▶ Requirement: Run through the records and, wherever a line holds the word "grid", return that line.

Data extracted from a collection
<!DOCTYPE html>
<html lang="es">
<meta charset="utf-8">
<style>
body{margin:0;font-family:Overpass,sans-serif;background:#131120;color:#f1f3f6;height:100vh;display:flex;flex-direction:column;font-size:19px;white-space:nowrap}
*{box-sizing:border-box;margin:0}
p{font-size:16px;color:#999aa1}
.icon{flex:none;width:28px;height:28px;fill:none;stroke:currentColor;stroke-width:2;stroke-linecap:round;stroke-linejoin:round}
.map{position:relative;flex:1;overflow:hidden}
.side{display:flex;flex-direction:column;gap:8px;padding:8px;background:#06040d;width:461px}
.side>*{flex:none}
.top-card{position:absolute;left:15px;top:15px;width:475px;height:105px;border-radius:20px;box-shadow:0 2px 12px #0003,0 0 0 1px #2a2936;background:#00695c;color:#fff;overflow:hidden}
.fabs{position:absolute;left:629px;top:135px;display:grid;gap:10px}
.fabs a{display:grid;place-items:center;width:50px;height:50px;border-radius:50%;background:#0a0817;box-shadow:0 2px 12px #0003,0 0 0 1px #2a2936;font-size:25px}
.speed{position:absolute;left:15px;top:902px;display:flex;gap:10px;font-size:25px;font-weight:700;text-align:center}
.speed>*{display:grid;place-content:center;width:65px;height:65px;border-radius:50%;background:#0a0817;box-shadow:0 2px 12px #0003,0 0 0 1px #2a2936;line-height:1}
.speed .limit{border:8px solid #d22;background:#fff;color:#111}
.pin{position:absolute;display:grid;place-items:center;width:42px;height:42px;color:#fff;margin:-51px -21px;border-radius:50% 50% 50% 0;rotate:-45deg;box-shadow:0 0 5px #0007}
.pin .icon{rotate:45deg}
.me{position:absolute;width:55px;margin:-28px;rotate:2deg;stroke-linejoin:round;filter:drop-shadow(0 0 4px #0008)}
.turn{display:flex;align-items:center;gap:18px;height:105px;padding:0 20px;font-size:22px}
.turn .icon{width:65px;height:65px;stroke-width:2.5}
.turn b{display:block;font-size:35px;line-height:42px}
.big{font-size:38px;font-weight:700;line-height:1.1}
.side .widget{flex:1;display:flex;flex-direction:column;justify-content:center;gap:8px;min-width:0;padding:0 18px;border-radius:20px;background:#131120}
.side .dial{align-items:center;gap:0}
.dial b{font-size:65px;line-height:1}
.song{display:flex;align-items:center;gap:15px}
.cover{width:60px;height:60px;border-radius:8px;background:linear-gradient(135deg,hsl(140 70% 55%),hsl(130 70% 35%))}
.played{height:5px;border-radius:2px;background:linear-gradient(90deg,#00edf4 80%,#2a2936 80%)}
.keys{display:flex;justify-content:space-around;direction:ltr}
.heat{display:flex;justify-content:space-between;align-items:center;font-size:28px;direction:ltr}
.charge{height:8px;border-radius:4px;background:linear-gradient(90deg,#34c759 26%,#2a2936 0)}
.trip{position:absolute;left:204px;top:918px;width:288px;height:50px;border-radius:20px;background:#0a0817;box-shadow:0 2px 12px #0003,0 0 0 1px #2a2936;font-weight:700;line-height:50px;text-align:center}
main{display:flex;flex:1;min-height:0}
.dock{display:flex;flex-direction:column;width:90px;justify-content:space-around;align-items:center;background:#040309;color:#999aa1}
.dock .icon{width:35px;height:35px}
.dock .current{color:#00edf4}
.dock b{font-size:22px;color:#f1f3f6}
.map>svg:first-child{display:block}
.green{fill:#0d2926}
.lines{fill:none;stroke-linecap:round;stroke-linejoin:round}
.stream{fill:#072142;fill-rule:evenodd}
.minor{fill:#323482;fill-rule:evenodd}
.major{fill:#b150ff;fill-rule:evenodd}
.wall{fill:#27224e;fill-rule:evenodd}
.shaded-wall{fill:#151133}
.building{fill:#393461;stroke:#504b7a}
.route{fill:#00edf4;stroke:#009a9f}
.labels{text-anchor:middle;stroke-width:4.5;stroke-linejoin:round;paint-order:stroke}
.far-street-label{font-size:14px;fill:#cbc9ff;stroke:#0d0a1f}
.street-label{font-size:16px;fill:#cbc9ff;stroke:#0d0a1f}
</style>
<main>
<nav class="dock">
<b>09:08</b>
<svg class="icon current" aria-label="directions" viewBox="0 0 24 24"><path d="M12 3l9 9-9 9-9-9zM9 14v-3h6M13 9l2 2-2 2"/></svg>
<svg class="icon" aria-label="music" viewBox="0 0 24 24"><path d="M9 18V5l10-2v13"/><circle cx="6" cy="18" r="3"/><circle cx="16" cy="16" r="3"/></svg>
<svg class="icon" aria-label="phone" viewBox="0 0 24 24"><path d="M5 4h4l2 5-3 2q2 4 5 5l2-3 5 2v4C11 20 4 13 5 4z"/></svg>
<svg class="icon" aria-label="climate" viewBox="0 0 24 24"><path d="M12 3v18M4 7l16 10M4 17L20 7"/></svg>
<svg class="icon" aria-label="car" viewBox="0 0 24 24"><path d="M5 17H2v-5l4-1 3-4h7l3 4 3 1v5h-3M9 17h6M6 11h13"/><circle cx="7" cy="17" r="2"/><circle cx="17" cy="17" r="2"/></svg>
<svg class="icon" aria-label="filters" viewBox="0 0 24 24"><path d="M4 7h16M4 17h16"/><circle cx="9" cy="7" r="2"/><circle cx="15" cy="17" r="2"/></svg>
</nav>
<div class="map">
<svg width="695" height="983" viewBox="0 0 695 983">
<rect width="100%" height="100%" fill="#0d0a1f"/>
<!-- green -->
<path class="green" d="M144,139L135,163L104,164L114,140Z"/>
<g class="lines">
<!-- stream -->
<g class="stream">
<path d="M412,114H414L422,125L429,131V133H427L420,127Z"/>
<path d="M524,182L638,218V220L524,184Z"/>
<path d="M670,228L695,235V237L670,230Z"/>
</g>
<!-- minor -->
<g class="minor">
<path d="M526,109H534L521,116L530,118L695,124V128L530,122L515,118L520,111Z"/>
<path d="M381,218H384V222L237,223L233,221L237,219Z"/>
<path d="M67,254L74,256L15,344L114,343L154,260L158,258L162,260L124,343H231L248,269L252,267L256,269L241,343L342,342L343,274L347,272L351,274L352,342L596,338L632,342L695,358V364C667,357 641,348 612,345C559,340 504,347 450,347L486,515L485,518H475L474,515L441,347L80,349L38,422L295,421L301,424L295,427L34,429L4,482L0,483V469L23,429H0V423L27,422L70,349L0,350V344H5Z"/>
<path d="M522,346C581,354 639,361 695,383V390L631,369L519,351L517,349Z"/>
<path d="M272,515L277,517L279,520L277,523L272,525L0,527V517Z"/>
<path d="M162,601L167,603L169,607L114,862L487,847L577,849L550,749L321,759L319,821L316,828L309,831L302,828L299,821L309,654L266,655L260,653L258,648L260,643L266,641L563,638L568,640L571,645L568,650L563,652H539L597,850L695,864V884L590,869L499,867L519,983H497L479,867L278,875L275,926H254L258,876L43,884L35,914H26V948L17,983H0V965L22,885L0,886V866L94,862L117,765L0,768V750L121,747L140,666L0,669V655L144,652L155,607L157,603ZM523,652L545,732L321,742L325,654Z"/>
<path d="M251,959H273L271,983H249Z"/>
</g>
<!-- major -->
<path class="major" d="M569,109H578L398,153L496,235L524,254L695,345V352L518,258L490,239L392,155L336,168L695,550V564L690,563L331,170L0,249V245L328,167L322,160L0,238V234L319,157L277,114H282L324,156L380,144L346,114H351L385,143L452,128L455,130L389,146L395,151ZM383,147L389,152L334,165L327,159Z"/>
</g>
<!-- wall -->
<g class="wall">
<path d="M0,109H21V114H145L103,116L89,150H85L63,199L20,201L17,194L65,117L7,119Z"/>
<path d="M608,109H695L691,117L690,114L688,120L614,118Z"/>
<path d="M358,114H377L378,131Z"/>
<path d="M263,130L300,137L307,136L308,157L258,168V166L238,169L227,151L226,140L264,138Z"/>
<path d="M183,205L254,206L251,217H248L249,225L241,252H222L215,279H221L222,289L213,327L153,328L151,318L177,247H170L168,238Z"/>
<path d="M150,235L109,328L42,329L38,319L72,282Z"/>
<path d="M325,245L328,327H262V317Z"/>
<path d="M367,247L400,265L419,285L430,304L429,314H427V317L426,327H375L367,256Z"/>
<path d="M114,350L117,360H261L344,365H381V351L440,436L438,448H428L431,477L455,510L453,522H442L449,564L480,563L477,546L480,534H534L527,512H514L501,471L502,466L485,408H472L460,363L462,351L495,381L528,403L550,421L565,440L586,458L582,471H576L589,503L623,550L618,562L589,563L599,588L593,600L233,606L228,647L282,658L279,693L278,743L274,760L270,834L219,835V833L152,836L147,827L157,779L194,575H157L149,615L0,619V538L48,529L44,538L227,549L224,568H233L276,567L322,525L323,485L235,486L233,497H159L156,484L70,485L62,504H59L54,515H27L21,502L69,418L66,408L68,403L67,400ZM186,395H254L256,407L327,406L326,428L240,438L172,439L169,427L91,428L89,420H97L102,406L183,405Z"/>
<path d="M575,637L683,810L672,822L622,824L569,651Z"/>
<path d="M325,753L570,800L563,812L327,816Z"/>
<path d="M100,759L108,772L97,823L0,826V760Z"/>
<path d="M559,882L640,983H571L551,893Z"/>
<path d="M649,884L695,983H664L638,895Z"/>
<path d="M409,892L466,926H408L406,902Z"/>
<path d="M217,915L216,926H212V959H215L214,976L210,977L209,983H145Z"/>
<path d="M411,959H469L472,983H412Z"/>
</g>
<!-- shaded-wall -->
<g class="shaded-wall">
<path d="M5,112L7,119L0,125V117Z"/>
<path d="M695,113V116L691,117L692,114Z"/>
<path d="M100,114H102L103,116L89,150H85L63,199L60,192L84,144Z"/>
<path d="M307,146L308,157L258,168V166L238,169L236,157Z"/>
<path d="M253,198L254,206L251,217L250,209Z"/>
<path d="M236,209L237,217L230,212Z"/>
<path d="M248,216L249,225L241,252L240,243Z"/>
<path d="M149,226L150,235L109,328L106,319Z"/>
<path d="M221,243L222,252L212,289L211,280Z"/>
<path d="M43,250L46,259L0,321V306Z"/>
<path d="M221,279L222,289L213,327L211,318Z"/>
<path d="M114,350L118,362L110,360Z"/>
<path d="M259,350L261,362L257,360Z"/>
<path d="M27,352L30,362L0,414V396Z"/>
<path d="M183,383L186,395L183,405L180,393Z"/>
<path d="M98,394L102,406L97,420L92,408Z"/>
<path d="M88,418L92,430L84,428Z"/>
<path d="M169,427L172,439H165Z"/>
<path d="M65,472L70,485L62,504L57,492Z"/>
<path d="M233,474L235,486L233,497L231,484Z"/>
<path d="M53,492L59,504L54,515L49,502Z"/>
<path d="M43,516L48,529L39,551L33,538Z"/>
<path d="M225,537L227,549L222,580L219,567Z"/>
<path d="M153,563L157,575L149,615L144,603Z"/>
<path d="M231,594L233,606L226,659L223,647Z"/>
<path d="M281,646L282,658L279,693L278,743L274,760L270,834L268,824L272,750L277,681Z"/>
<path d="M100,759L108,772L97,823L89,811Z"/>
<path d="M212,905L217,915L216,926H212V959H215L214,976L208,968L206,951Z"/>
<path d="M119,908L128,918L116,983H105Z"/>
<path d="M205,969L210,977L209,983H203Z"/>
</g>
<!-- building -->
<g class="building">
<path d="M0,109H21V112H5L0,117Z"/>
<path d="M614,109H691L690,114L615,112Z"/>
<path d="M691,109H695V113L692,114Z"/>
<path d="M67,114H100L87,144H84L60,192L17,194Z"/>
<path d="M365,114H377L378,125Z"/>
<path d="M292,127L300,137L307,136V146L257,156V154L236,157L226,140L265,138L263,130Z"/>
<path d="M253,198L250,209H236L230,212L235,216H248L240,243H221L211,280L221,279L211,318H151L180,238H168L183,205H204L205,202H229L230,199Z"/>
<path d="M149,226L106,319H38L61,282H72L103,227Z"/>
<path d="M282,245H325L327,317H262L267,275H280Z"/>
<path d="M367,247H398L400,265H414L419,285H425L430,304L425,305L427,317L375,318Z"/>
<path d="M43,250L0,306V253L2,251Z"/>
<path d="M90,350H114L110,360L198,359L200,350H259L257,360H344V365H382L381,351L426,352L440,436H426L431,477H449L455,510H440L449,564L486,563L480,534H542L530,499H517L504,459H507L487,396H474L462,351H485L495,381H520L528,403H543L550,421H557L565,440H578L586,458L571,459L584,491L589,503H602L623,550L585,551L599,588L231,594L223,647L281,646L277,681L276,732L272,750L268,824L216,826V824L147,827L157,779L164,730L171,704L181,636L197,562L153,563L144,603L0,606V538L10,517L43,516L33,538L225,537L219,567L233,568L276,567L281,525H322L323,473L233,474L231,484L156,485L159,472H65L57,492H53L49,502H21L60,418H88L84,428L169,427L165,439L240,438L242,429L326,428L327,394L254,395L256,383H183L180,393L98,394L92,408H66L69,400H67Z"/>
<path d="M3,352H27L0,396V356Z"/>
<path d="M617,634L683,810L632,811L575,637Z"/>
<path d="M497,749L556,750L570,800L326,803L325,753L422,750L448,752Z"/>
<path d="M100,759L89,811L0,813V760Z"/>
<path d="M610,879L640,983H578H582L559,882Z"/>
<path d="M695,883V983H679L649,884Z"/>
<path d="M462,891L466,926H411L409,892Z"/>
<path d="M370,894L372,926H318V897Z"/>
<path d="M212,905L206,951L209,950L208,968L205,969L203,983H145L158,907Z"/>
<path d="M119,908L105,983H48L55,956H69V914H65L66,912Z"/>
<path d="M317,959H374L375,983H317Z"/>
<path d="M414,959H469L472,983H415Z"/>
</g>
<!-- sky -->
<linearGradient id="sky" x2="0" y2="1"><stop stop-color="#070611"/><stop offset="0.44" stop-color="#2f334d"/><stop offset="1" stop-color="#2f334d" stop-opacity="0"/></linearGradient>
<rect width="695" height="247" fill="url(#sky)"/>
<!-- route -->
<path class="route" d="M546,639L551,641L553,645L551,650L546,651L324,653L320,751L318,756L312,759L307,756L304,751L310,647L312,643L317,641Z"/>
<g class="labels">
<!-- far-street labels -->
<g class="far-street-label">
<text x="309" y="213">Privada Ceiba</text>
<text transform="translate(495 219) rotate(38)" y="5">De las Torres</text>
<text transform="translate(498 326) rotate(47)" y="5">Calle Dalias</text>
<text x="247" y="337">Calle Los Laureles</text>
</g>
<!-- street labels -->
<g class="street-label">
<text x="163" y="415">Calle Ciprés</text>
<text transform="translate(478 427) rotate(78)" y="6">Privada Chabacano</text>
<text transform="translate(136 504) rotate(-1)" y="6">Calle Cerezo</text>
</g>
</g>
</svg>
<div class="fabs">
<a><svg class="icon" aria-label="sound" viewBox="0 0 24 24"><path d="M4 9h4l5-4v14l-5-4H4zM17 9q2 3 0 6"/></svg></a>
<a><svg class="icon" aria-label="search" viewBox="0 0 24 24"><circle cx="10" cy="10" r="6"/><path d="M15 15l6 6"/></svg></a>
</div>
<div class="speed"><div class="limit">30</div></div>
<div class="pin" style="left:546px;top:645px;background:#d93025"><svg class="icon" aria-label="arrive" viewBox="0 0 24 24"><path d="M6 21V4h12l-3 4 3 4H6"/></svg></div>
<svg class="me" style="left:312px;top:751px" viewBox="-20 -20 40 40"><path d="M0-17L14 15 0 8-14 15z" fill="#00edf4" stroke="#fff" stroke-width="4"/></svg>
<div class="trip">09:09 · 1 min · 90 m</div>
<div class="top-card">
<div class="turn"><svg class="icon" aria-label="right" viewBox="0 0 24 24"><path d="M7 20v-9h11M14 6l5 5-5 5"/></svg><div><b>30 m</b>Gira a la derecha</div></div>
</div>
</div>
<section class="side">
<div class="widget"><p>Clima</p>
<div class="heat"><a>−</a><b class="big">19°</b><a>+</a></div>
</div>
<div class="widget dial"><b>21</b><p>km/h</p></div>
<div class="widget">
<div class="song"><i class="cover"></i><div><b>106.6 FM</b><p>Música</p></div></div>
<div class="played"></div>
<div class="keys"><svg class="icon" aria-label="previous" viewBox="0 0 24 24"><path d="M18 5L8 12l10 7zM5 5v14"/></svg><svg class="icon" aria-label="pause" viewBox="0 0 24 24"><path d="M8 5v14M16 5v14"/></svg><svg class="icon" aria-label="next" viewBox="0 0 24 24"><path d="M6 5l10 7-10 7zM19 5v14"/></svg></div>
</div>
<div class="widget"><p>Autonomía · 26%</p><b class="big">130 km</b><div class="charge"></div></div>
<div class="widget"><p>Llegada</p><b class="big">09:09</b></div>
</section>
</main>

▶ Result of this exercise:
.fabs{position:absolute;left:629px;top:135px;display:grid;gap:10px}
.fabs a{display:grid;place-items:center;width:50px;height:50px;border-radius:50%;background:#0a0817;box-shadow:0 2px 12px #0003,0 0 0 1px #2a2936;font-size:25px}
.speed>*{display:grid;place-content:center;width:65px;height:65px;border-radius:50%;background:#0a0817;box-shadow:0 2px 12px #0003,0 0 0 1px #2a2936;line-height:1}
.pin{position:absolute;display:grid;place-items:center;width:42px;height:42px;color:#fff;margin:-51px -21px;border-radius:50% 50% 50% 0;rotate:-45deg;box-shadow:0 0 5px #0007}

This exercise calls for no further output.